The employers predict ‘full employment’ on the island within a maximum period of eight years if the large pending infrastructures are carried out
SANTA CRUZ DE TENERIFE, Nov. 10 (EUROPA PRESS) –
The Cabildo of Tenerife and CEOE-Tenerife have agreed this Friday in betting on debureaucratization in management, increasing public investment and executing the island budget to “relaunch” the island’s economy.
At a press conference on the occasion of the presentation of the book ‘2022. The economy of Tenerife in graphics’ prepared by the director of Consulting of Corporación 5, José Miguel González, the president of the Cabildo, Rosa Dávila, has set the objective of Tenerife recovering economic “leadership” and once again being the “locomotive” of the archipelago.
He has indicated that “if Tenerife catches a cold, the Canary Islands catches the flu” and has appealed to achieve a “new boost” in the island economy after the “turning point” of 2020, as a result of the pandemic, and which has not yet been confirmed. has recovered.
Thus, for example, it has been raised as a “challenge” that the unemployment rate is below the regional average, that the GDP before the pandemic is recovered and that the difference in GDP per capita in relation to the rest of the country stops increasing. State and the European Union.
The president of CEOE-Tenerife, Pedro Alfonso, has commented that the appearance of covid-19 “was a missile” in the island’s economy that has not yet recovered despite the deployment of ERTE, direct aid and ICO credits.
“The economy is not starting,” he indicated, stressing that the problem of regional financing, an “excess of bureaucracy” and legislation that “is not inclined” to economic development but rather to “prior sanction” is “dragging along.”
Afonso has assessed that the Cabildo’s budget exceeds 1,000 million euros for the first time and is now expected to speed up its execution, especially with the “large infrastructures” pending on the island.
In fact, he has predicted that if the large projects go ahead, within a maximum period of eight years there could be ‘full employment’ on the island.
AN “INADMISSIBLE” UNEMPLOYMENT RATE
José Miguel González has detailed that Tenerife “is an economic engine” of the archipelago although he has warned that the GDP per capita is moving away from the Spanish average, “and the trend is getting worse”, while calling it “unacceptable” that the unemployment rate is greater than 10%.
He has pointed out that tourism and construction are the “great drivers” of the island economy, to which the public sector has been added with increasing impact, which already represents a fifth of the island’s GDP.
Along these lines, he has pointed out that construction is recovering but there is still “a long way” to reach its historical highs while tourism gains income due to the “effect of inflation”, given that the average stay falls.
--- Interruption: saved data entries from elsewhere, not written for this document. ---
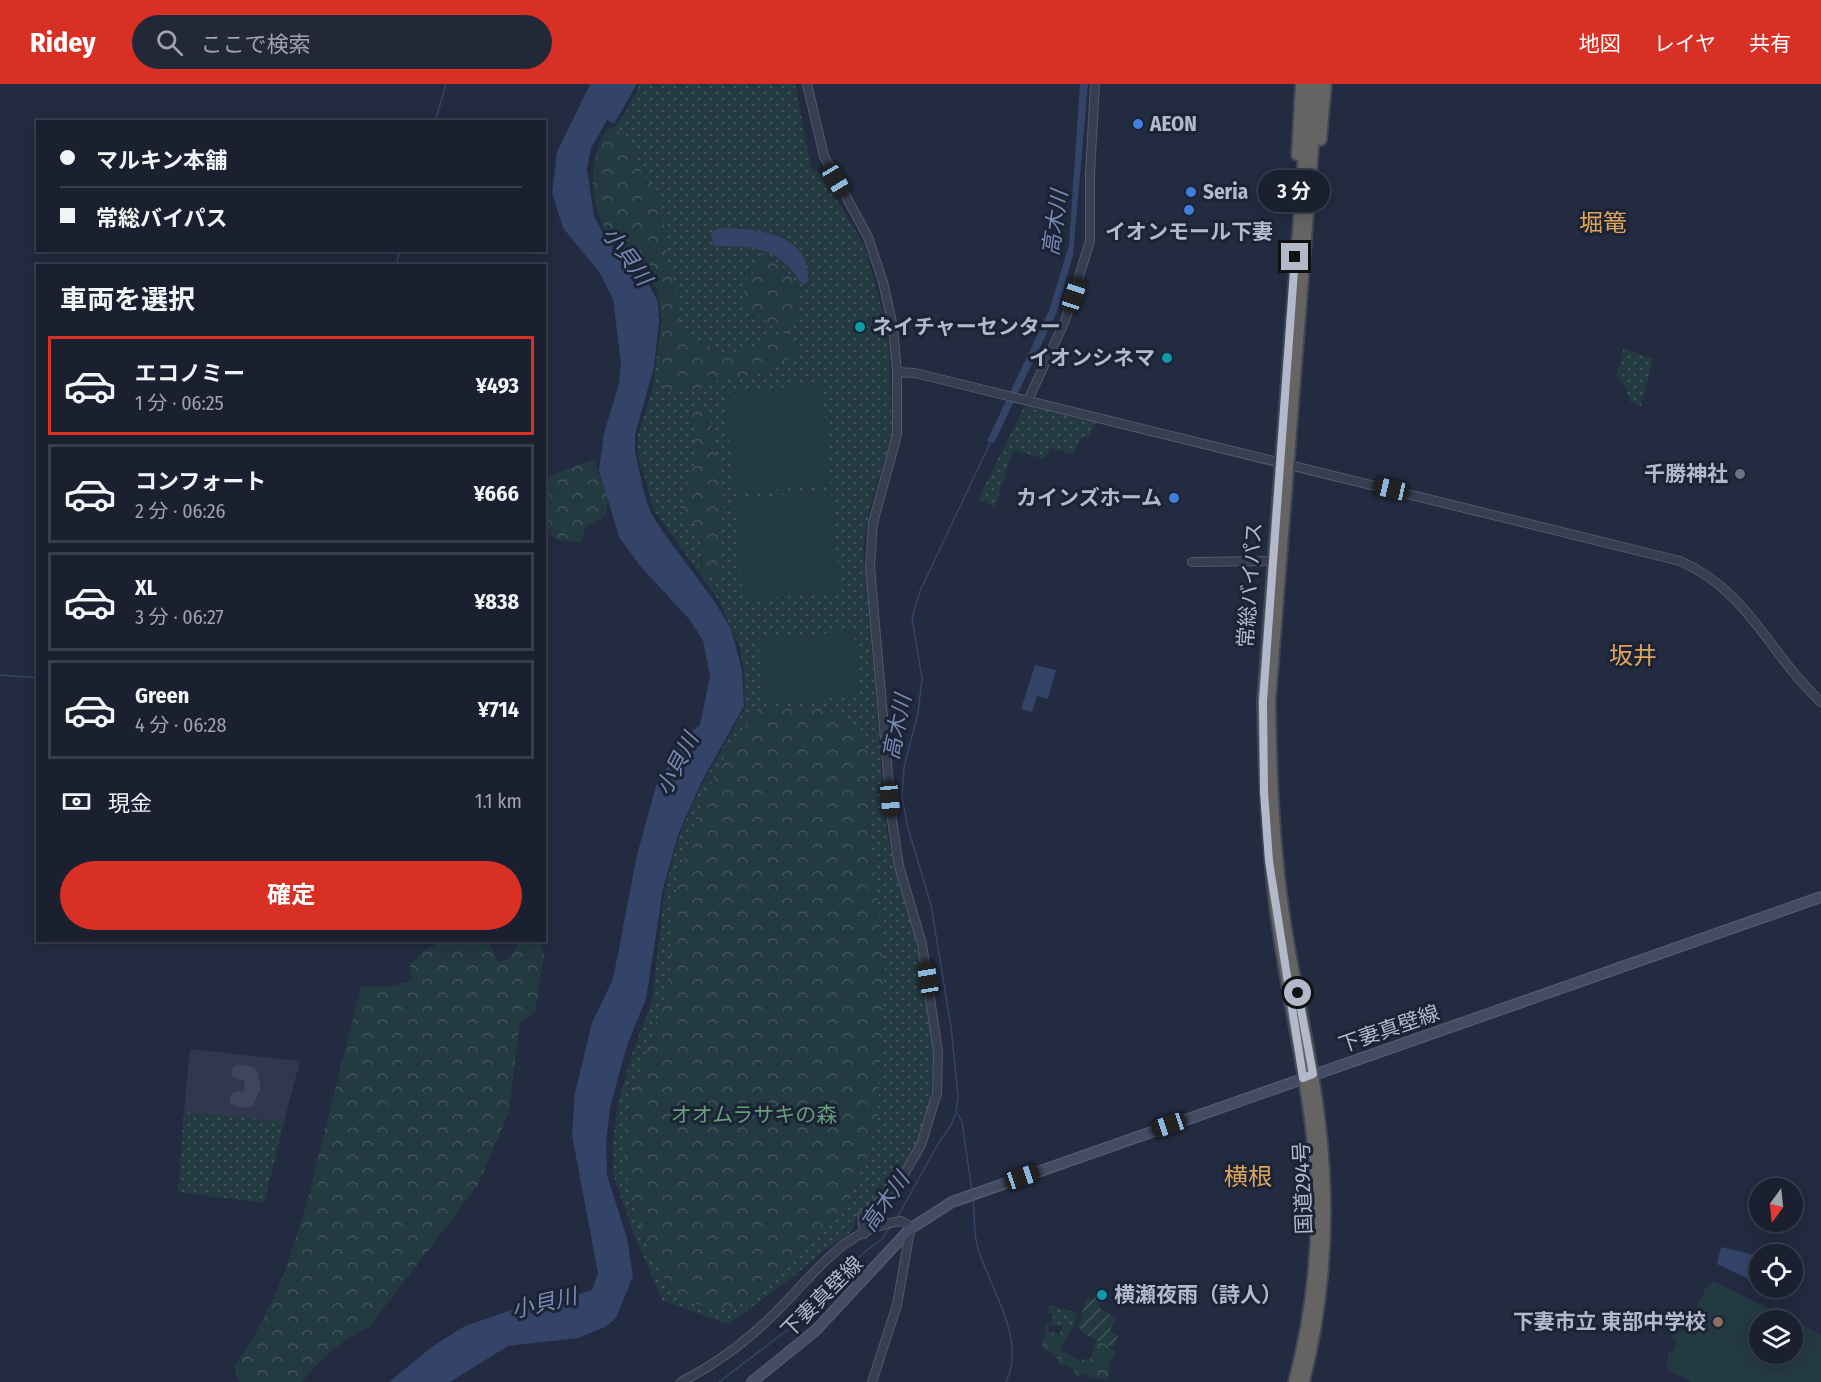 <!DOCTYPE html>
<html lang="ja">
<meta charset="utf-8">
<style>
body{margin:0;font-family:"Fira Sans Condensed","Noto Sans JP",sans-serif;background:#232838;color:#f1f3f6;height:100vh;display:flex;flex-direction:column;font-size:22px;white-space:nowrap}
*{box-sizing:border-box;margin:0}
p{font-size:20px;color:#9fa3ab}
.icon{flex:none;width:33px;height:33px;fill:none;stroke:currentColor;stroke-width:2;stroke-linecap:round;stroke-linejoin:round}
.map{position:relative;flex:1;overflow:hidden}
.panel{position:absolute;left:36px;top:180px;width:510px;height:678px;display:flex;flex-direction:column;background:#1a2030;border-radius:0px;box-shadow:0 3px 15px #0003,0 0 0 2px #383e4c}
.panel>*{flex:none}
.top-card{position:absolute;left:36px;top:36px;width:510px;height:132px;border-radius:0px;box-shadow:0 3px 15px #0003,0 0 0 2px #383e4c;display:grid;align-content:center;height:132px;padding:0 24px;background:#1a2030}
.needle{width:39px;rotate:195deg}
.buttons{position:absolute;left:1749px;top:1094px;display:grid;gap:12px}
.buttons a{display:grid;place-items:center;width:54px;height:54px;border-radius:50%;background:#1a2030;box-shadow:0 3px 15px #0003,0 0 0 2px #383e4c;font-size:30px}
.end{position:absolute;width:27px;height:27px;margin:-14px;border:8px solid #b3b9cb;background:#111;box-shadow:0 0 0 3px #111}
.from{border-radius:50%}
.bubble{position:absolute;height:42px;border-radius:21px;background:#1a2030;box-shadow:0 3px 15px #0003,0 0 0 2px #383e4c;font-size:20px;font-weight:700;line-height:42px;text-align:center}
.car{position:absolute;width:18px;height:36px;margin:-18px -9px;border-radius:8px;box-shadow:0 0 4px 2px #0007;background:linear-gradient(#222 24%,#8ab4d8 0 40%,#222 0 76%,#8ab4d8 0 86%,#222 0)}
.top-card b{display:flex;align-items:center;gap:21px;height:57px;font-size:22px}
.top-card b+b{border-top:2px solid #383e4c}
.top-card i{width:15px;height:15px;background:#f1f3f6}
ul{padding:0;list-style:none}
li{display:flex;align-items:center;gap:18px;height:99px;margin:0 12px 9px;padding:0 12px;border:3px solid #383e4c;border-radius:0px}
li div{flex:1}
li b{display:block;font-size:22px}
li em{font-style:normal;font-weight:700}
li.active{border-color:#d93025}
li>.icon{width:54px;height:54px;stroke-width:1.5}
h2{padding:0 24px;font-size:27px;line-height:72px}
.pay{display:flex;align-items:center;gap:15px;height:66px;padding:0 24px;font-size:22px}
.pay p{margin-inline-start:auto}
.cta{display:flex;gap:12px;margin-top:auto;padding:12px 24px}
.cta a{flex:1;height:69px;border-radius:36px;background:#d93025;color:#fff;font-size:24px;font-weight:700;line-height:69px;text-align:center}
header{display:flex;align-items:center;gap:36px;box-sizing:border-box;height:84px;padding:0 30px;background:#d93025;color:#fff}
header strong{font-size:28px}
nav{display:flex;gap:33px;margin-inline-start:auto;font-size:21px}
.search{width:420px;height:54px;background:#232838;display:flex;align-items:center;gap:15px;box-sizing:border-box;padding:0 21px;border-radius:33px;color:#9fa3ab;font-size:22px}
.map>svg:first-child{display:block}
.airport{fill:#30384d}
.grass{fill:url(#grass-dots)}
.forest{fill:url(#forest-crowns)}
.garden{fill:url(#garden-furrows)}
.pitch{fill:#243a41}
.water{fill:#344368}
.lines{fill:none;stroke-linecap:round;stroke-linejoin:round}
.stream{stroke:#344368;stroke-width:1.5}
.taxiway{stroke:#3d465c;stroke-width:15}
.tertiary-casing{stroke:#51596b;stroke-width:10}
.secondary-casing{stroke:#51596b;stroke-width:12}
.trunk-casing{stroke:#3e4658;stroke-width:14}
.tertiary{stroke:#363e50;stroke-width:8}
.secondary{stroke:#444c63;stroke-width:9}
.trunk{stroke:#656462;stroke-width:10}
.route{stroke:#b3b9cb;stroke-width:8}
.shop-dot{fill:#3f7fe0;stroke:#1b2335;stroke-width:2}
.culture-dot{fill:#0f9aa8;stroke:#1b2335;stroke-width:2}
.worship-dot{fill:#6b7280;stroke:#1b2335;stroke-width:2}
.education-dot{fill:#8d6e63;stroke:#1b2335;stroke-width:2}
.labels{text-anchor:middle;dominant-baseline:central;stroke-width:6;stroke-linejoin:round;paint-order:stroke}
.poi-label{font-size:21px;font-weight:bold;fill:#b3b9cb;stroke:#1b2335;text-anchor:start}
.street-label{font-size:21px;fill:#b3b9cb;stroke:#1b2335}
.park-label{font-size:21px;fill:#689d7b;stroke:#1b2335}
.water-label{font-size:22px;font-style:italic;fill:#788ab4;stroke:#1b2335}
.quarter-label{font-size:24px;fill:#dda45b;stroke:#1b2335}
</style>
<header>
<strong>Ridey</strong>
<div class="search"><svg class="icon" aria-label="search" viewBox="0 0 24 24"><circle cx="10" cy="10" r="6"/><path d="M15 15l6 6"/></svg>ここで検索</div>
<nav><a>地図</a><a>レイヤ</a><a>共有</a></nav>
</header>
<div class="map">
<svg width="1821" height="1298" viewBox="0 0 1821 1298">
<defs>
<pattern id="grass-dots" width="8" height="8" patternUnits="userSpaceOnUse" patternTransform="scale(1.5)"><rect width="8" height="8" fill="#243a41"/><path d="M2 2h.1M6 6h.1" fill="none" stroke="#41545b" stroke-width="1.8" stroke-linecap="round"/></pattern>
<pattern id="forest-crowns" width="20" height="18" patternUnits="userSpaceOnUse" patternTransform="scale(1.5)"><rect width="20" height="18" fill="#243a41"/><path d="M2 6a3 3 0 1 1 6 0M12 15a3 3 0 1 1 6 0" fill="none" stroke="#41545b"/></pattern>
<pattern id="garden-furrows" width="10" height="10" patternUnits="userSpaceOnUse" patternTransform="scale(1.5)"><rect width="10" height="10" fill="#243a41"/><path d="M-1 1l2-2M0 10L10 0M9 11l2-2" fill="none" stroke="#41545b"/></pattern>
</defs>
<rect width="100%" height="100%" fill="#222b40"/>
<path class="airport" d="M190,965L300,977L284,1038L184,1028Z"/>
<path class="grass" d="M640,0H795L811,84L822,91L865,163L883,229L889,267L892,350L870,423L863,464L886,740C892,784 909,824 918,867C935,943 946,1028 898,1095C887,1110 871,1114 859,1127C854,1132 856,1142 851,1147C846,1154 836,1158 829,1163C796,1191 763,1216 728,1240L663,1217L635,1153L613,1090V1060L618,1018L633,967L652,917L665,805L679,752L701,702L745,624L744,586L739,562L719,517L654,426L638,370V351L652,307L662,236L655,196L611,47L627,26Z
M1624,264L1653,275L1641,322L1631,319L1625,303L1616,292Z
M1025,321L1096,339L1088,353L1080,354L1074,371L1051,364L1044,375L1013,366L995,423L978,415Z
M184,1028L284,1038L264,1119L178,1108Z
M1050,1221L1077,1229L1072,1246L1068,1241L1063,1243L1050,1240L1054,1231L1048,1229Z"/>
<path class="forest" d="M611,43L627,52L641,88L661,111L667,173L680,226V240L689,251L725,270L760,262L776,251L787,252L798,260V270L761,289L740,296L725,294L699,305L666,307C652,279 670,244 660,213C652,189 630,175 614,157C596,139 590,104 594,80C597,66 599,53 611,43Z
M761,169C768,170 772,174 777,178C802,196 803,222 790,249H779L745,219L744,198L761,180Z
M695,321L705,323L711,329C710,361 725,393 723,426C721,444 714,468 722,485L716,492H706L697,486L704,475L695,439L683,435L680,422L686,416L685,399L696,376L692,362L695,348L688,329Z
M594,375L608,411L606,431L586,442L581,458L560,457L545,448V394Z
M812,622L841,630L861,645L871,685L870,746L885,884L878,1028L869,1070L844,1123L767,1205L730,1225L708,1224L672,1210C652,1174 628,1119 625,1078C620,1020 651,965 665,910C673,880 670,846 675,815C686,749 714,676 758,625Z
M443,857H488L499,879L510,873L520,857H540L544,872L535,928L520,938L509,1028L478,1101L370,1242C342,1256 321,1273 302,1298H240L234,1283C283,1215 302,1139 322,1058C335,1006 348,954 361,902C378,903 397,904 412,895L410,880L424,866Z
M1046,1240H1049L1048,1247L1059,1250L1063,1243L1068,1241L1072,1244L1060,1266L1080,1276L1090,1275L1097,1255L1117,1268L1110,1278L1109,1295L1091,1293L1084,1290L1078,1293L1073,1285L1058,1279L1057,1271L1042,1264Z"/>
<path class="garden" d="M1094,1206L1100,1210L1098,1216L1100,1225L1116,1234L1110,1247L1118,1252L1113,1264L1084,1250L1078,1242L1087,1214L1092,1215L1096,1209Z"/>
<path class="pitch" d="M822,300L831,401L734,409L725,309Z
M831,407L840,508L743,516L734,415Z
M854,547L860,612L764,620L758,555Z
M1713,1197L1792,1236H1760V1269H1792L1793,1236L1821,1251V1298H1691L1667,1285L1668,1268L1672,1269L1677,1258L1672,1254L1677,1243L1686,1248L1705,1205Z"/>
<path class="water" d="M590,0H637L614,40L607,36L591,64L587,85L594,132L606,155L647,197L658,218L659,237L654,283L635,351V367L644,409L651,429L663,448L715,518L731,545L742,586L744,622L701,699L678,751L663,805L646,915L627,961L610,1024L606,1059L607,1091L627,1154L633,1192L616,1234L605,1243L578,1254L508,1262L450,1298H389L433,1262L465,1242L529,1220L556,1217L592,1206L598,1189L572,1051L575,1009L592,939L613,895L637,771L656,702L687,651L700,641L710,592L703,556L689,535L641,483L619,453L599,386L604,349L619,300L621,279L613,215L600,189L563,144L552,109L557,68Z
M1080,0H1088L1073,171L1057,228L994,359L987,357L1050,224L1069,161Z
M723,144C759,145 811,150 808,198L802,201C780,163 754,162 714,162L711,151L716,145Z
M1035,581L1056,586L1048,615L1037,612L1032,628L1021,625Z
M1721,1163L1759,1172V1200L1717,1180Z"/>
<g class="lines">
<path class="stream" d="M435,38L446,0
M396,182L400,166
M0,591L38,594
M957,1029L962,1038L972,1107
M973,1115C975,1131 973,1149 978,1165C990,1204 1027,1256 1006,1298
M897,1134L938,1060L951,1041L956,1028L958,1012L951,943L931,821L908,744L902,713L904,683L918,629L922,594L912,534L920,507L991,357
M719,1298L794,1241L838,1199L861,1171L882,1155L890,1143"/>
<path class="taxiway" d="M237,1015L247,1016L253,1003L250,990L239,988"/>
<defs>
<path id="tertiary" d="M807,0L824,72L868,153L883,198L893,243L897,288V351L873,439L870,483L892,736L899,782L922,860L938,968L937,1009L921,1061L896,1104L862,1131L864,1150
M897,288L915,289L1680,477C1749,507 1769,570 1821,618
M1028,316L1065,237L1090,157V89L1095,0
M1192,478L1272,477
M681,1298C716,1280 746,1258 774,1230C814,1192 841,1145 901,1137L908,1141L910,1147L897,1221L872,1298"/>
<path id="secondary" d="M752,1298L816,1246L910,1145L952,1118L1821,813"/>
<path id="trunk" d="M1321,56L1326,0
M1297,71L1301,0
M1294,1298C1312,1229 1320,1158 1315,1086C1310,1005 1289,924 1278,844C1267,768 1264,693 1263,617L1309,0
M1304,1298C1325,1215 1330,1126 1320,1041C1313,974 1296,909 1286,844C1274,769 1271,693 1270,617L1318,0"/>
</defs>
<use href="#tertiary" class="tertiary-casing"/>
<use href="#secondary" class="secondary-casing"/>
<use href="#trunk" class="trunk-casing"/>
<use href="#tertiary" class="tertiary"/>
<use href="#secondary" class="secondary"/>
<use href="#trunk" class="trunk"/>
</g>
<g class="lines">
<path class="route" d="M1295,173L1263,617L1264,708L1269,777L1303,994L1313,990L1298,909"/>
</g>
<g class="shop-dot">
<circle cx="1138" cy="40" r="6"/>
<circle cx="1191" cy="108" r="6"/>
<circle cx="1189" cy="126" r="6"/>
<circle cx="1174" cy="414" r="6"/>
</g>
<g class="culture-dot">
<circle cx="860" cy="243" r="6"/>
<circle cx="1167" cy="274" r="6"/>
<circle cx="1102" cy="1211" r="6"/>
</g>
<circle class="worship-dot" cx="1740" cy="390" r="6"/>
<circle class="education-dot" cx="1718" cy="1238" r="6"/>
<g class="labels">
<g class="poi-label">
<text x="1150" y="40">AEON</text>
<text x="1203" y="108">Seria</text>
<text x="1189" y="148" text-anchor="middle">イオンモール下妻</text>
<text x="872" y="243">ネイチャーセンター</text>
<text x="1155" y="274" text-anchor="end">イオンシネマ</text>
<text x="1728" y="390" text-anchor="end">千勝神社</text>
<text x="1162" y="414" text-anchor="end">カインズホーム</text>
<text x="1114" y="1211">横瀬夜雨（詩人）</text>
<text x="1706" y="1238" text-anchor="end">下妻市立 東部中学校</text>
</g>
<g class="street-label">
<text transform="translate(1250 501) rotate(-86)">常総バイパス</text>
<text transform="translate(1389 945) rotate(-19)">下妻真壁線</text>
<text transform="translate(1303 1104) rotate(-92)">国道294号</text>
<text transform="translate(822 1213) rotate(-45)">下妻真壁線</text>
</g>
<g class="park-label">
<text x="754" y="1031">オオムラサキの森</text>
</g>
<g class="water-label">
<text transform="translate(1055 139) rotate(-82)">高木川</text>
<text transform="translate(627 172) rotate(54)">小貝川</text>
<text transform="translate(897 643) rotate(-79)">高木川</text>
<text transform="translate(677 680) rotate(-63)">小貝川</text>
<text transform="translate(885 1118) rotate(-55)">高木川</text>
<text transform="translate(544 1219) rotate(-13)">小貝川</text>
</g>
<g class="quarter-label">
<text x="1603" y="139">堀篭</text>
<text x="1633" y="572">坂井</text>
<text x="1248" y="1093">横根</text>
</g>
</g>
</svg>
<div class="buttons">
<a><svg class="needle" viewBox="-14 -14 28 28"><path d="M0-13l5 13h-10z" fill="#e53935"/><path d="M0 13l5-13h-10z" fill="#9fa3ab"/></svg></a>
<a><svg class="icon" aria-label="locate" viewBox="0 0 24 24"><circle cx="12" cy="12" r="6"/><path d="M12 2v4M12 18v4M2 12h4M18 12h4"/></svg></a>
<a><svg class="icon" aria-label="layers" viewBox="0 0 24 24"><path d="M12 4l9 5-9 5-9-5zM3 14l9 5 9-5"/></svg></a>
</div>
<i class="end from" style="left:1298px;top:909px"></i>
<i class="end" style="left:1295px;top:173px"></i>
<div class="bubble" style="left:1258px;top:86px;width:72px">3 分</div>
<i class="car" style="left:836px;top:96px;rotate:149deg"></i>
<i class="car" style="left:1074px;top:211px;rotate:18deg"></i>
<i class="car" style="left:1391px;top:405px;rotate:283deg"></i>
<i class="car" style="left:890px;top:715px;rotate:175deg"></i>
<i class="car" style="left:928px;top:895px;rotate:351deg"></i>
<i class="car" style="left:1169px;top:1041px;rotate:251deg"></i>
<i class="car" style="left:1022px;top:1093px;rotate:71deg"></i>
<div class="top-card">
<b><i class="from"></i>マルキン本舗</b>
<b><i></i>常総バイパス</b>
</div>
<section class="panel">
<h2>車両を選択</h2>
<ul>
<li class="active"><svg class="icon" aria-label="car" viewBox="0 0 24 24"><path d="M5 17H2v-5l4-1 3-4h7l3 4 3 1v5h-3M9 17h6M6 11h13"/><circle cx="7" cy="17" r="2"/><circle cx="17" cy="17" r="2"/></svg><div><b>エコノミー</b><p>1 分 · 06:25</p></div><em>¥493</em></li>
<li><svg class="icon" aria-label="car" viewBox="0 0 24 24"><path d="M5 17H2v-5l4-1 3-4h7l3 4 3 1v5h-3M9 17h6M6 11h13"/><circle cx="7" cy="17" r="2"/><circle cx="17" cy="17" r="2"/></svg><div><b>コンフォート</b><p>2 分 · 06:26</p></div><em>¥666</em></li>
<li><svg class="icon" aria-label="car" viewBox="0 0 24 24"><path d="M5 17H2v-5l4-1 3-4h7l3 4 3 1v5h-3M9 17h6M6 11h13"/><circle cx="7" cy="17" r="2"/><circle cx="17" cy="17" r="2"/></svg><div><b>XL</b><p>3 分 · 06:27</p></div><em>¥838</em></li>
<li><svg class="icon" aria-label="car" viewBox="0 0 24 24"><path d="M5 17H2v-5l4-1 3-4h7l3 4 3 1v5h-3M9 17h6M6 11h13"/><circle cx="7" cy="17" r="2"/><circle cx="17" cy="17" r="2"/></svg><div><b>Green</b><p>4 分 · 06:28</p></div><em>¥714</em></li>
</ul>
<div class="pay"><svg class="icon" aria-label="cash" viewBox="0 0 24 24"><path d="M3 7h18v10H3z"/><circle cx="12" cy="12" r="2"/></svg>現金<p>1.1 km</p></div>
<div class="cta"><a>確定</a></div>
</section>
</div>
González has not hidden that “in the short term” the tourism-construction binomial in the Canary Islands is unbeatable because it is capable of “creating a lot of employment in a short time” but he has recognized that in the medium and long term it would be advisable to introduce new productive sectors linked to knowledge , digitalization and training.
“It is not about eliminating tourism,” he commented, given that in small-scale economies like the Canary Islands, specialization allows “obtaining advantages” and now “the leisure economy” is the fastest growing in the world, a subsector I cannot forget Tenerife because it is a “very vulnerable and very dependent” territory.